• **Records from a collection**
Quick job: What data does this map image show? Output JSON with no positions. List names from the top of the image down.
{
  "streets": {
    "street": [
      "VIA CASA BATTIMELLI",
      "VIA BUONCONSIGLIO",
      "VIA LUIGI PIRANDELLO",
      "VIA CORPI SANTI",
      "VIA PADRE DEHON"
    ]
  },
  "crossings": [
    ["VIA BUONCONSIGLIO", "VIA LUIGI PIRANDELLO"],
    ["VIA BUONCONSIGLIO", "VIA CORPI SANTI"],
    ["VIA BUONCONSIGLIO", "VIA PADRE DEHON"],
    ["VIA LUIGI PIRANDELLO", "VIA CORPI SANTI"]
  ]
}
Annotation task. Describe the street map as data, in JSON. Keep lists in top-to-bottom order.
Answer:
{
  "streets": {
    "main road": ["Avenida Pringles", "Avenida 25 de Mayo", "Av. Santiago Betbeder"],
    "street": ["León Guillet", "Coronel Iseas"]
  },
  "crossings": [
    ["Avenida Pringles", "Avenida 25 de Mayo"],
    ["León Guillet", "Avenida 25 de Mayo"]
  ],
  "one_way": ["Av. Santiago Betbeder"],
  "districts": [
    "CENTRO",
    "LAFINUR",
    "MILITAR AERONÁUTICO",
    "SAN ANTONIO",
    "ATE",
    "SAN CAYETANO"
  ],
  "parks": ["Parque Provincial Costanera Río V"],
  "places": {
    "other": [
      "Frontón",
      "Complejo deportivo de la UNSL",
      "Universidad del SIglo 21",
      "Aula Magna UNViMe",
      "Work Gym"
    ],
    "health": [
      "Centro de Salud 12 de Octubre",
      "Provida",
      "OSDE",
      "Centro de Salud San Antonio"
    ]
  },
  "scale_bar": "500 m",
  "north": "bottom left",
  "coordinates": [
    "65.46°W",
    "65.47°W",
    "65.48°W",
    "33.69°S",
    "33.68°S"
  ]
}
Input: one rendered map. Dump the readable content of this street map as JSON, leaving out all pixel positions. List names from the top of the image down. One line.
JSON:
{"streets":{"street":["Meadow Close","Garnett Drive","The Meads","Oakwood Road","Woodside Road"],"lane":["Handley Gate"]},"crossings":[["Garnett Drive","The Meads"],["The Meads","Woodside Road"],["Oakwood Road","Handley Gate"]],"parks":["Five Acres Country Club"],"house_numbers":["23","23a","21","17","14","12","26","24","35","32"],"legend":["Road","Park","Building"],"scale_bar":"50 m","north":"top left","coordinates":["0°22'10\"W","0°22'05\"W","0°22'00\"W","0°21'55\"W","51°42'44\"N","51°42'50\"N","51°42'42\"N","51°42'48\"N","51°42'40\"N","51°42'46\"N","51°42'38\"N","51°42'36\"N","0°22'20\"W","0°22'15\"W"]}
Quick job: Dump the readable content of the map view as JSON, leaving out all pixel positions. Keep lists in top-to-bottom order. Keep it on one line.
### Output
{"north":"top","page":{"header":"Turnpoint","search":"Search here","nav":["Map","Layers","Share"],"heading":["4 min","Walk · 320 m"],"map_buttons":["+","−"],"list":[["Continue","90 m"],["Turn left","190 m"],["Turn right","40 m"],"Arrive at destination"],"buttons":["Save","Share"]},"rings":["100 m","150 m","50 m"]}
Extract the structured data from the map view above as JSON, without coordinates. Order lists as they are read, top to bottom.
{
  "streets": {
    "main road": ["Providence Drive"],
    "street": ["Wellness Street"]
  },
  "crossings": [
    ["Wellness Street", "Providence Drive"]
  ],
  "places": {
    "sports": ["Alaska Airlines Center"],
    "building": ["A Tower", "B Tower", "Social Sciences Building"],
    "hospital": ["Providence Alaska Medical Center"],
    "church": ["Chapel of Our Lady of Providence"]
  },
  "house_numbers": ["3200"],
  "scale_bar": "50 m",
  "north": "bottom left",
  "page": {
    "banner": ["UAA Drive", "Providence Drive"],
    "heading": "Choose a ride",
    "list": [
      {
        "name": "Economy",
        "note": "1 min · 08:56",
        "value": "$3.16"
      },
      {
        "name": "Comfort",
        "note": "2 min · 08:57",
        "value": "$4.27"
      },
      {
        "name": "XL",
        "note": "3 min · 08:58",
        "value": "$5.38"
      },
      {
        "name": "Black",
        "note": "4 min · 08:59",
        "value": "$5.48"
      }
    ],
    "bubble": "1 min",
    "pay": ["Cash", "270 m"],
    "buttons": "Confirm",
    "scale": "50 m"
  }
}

• **WORK TASK**
Keeping every word as it is, repeat all of the records.

• **SOLVED PROBLEM**
Quick job: What data does this map image show? Output JSON with no positions. List names from the top of the image down.
{
  "streets": {
    "street": [
      "VIA CASA BATTIMELLI",
      "VIA BUONCONSIGLIO",
      "VIA LUIGI PIRANDELLO",
      "VIA CORPI SANTI",
      "VIA PADRE DEHON"
    ]
  },
  "crossings": [
    ["VIA BUONCONSIGLIO", "VIA LUIGI PIRANDELLO"],
    ["VIA BUONCONSIGLIO", "VIA CORPI SANTI"],
    ["VIA BUONCONSIGLIO", "VIA PADRE DEHON"],
    ["VIA LUIGI PIRANDELLO", "VIA CORPI SANTI"]
  ]
}
Annotation task. Describe the street map as data, in JSON. Keep lists in top-to-bottom order.
Answer:
{
  "streets": {
    "main road": ["Avenida Pringles", "Avenida 25 de Mayo", "Av. Santiago Betbeder"],
    "street": ["León Guillet", "Coronel Iseas"]
  },
  "crossings": [
    ["Avenida Pringles", "Avenida 25 de Mayo"],
    ["León Guillet", "Avenida 25 de Mayo"]
  ],
  "one_way": ["Av. Santiago Betbeder"],
  "districts": [
    "CENTRO",
    "LAFINUR",
    "MILITAR AERONÁUTICO",
    "SAN ANTONIO",
    "ATE",
    "SAN CAYETANO"
  ],
  "parks": ["Parque Provincial Costanera Río V"],
  "places": {
    "other": [
      "Frontón",
      "Complejo deportivo de la UNSL",
      "Universidad del SIglo 21",
      "Aula Magna UNViMe",
      "Work Gym"
    ],
    "health": [
      "Centro de Salud 12 de Octubre",
      "Provida",
      "OSDE",
      "Centro de Salud San Antonio"
    ]
  },
  "scale_bar": "500 m",
  "north": "bottom left",
  "coordinates": [
    "65.46°W",
    "65.47°W",
    "65.48°W",
    "33.69°S",
    "33.68°S"
  ]
}
Input: one rendered map. Dump the readable content of this street map as JSON, leaving out all pixel positions. List names from the top of the image down. One line.
JSON:
{"streets":{"street":["Meadow Close","Garnett Drive","The Meads","Oakwood Road","Woodside Road"],"lane":["Handley Gate"]},"crossings":[["Garnett Drive","The Meads"],["The Meads","Woodside Road"],["Oakwood Road","Handley Gate"]],"parks":["Five Acres Country Club"],"house_numbers":["23","23a","21","17","14","12","26","24","35","32"],"legend":["Road","Park","Building"],"scale_bar":"50 m","north":"top left","coordinates":["0°22'10\"W","0°22'05\"W","0°22'00\"W","0°21'55\"W","51°42'44\"N","51°42'50\"N","51°42'42\"N","51°42'48\"N","51°42'40\"N","51°42'46\"N","51°42'38\"N","51°42'36\"N","0°22'20\"W","0°22'15\"W"]}
Quick job: Dump the readable content of the map view as JSON, leaving out all pixel positions. Keep lists in top-to-bottom order. Keep it on one line.
### Output
{"north":"top","page":{"header":"Turnpoint","search":"Search here","nav":["Map","Layers","Share"],"heading":["4 min","Walk · 320 m"],"map_buttons":["+","−"],"list":[["Continue","90 m"],["Turn left","190 m"],["Turn right","40 m"],"Arrive at destination"],"buttons":["Save","Share"]},"rings":["100 m","150 m","50 m"]}
Extract the structured data from the map view above as JSON, without coordinates. Order lists as they are read, top to bottom.
{
  "streets": {
    "main road": ["Providence Drive"],
    "street": ["Wellness Street"]
  },
  "crossings": [
    ["Wellness Street", "Providence Drive"]
  ],
  "places": {
    "sports": ["Alaska Airlines Center"],
    "building": ["A Tower", "B Tower", "Social Sciences Building"],
    "hospital": ["Providence Alaska Medical Center"],
    "church": ["Chapel of Our Lady of Providence"]
  },
  "house_numbers": ["3200"],
  "scale_bar": "50 m",
  "north": "bottom left",
  "page": {
    "banner": ["UAA Drive", "Providence Drive"],
    "heading": "Choose a ride",
    "list": [
      {
        "name": "Economy",
        "note": "1 min · 08:56",
        "value": "$3.16"
      },
      {
        "name": "Comfort",
        "note": "2 min · 08:57",
        "value": "$4.27"
      },
      {
        "name": "XL",
        "note": "3 min · 08:58",
        "value": "$5.38"
      },
      {
        "name": "Black",
        "note": "4 min · 08:59",
        "value": "$5.48"
      }
    ],
    "bubble": "1 min",
    "pay": ["Cash", "270 m"],
    "buttons": "Confirm",
    "scale": "50 m"
  }
}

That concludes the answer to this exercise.